GLOBAL - "Growth will fall - but not off a cliff." That is the latest prognosis for European property markets from LaSalle Investment Management.
As the group's quarterly outlook forecast continued appetite for prime assets, investment manager Matthew Sgrizzi said investors would continue to buy real estate equities.
More specifically, he said these represented a midway asset between bonds and non-property equities, reflecting returns associated with moderately leveraged real estate.
Despite a Q1 fall, property equities outperformed equities, which fell 14.5%, largely as a result of safe haven markets such as Finland and Switzerland.
"Historically, Finland - a small market with liquidity risk - has traded at a higher yield. And Switzerland? Nothing bad ever really happens there," said Sgrizzi.
Q1 figures also indicate investor appetite for quality, according to European securities head Ernst-Jan de Leeuw.
"Investors aren't throwing in the towel yet.

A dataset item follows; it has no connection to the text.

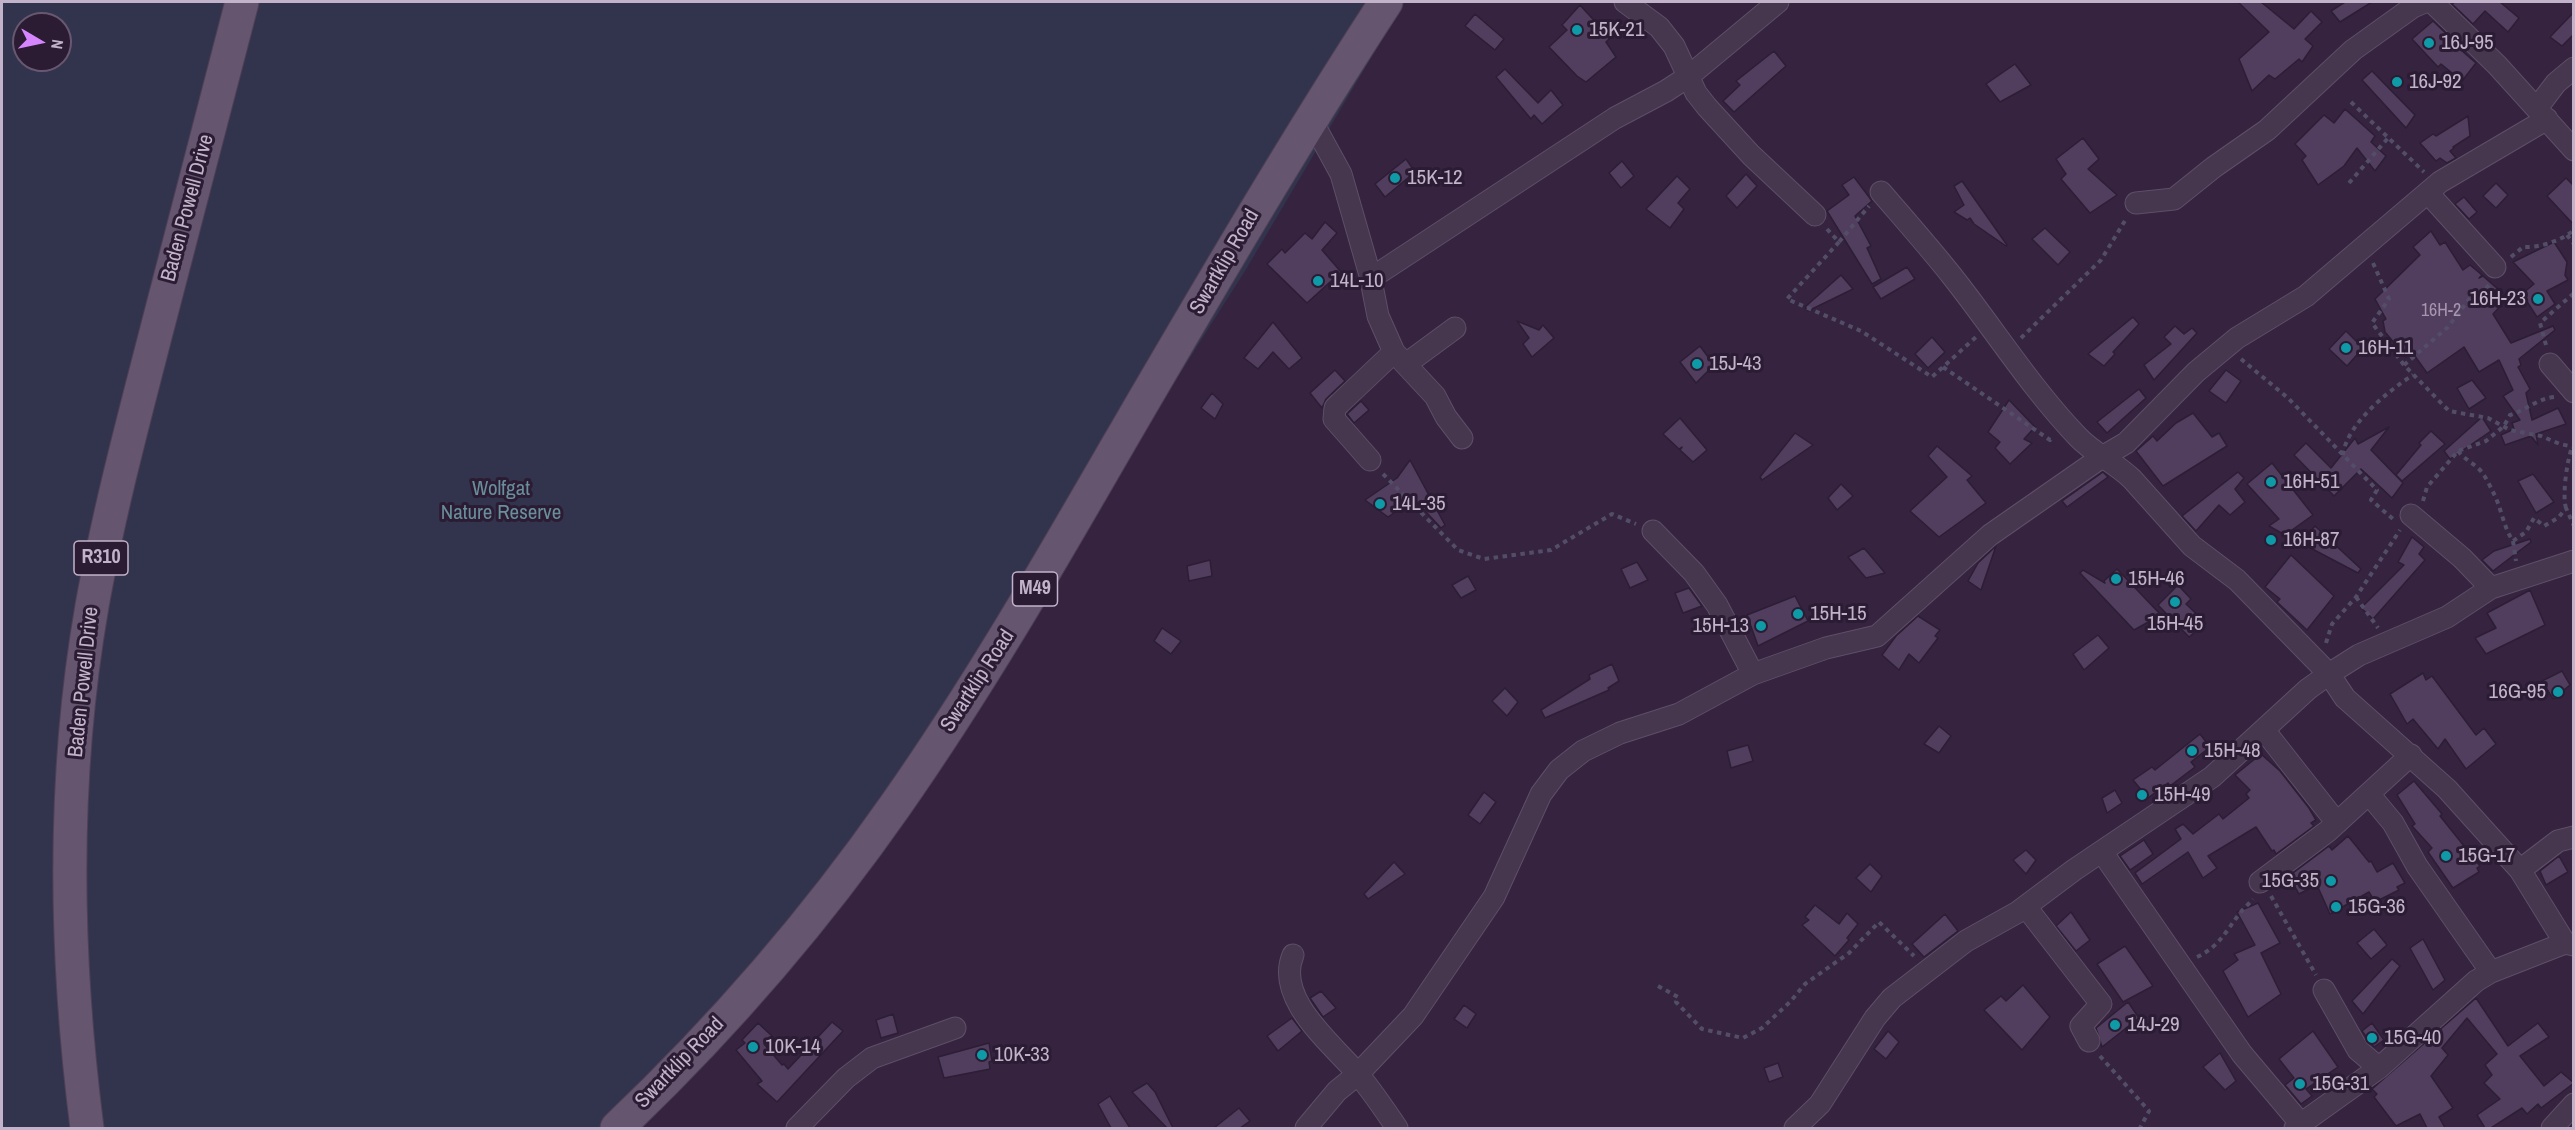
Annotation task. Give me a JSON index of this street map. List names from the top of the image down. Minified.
{"streets":{"main road":["Baden Powell Drive","Swartklip Road","R310","M49"]},"parks":["Wolfgat Nature Reserve"],"places":["15K-21","16J-95","16J-92","15K-12","14L-10","16H-23","16H-11","15J-43","16H-51","14L-35","16H-87","15H-46","15H-45","15H-15","15H-13","16G-95","15H-48","15H-49","15G-17","15G-35","15G-36","14J-29","15G-40","10K-14","10K-33","15G-31"],"house_numbers":["16H-2"],"north":"right"}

They want good quality assets with strong management teams and balance sheet capacities. They want rental growth," he told IPE Real Estate.
"You're seeing a pricing differential between secondary and good-quality secondary, and even more so between secondary and prime. Yield movements are faster in prime and you can get rental growth from good quality assets. With secondary, you don't ever get rental growth," added de Leeuw.
In a note on Italian real estate investment trusts (REITs), Sgrizzi also claimed Italy was "in some ways ideal" because banks and the government, which own a lot of property, could sell it into REITs.
He said: "The fact that Italy introduced REITs came as a big surprise - but the government hasn't made a good job of making the legislation clear. On the other hand, there was no government for a couple of months so it had other things on its mind. The legislation isn't ideal, but it is in place."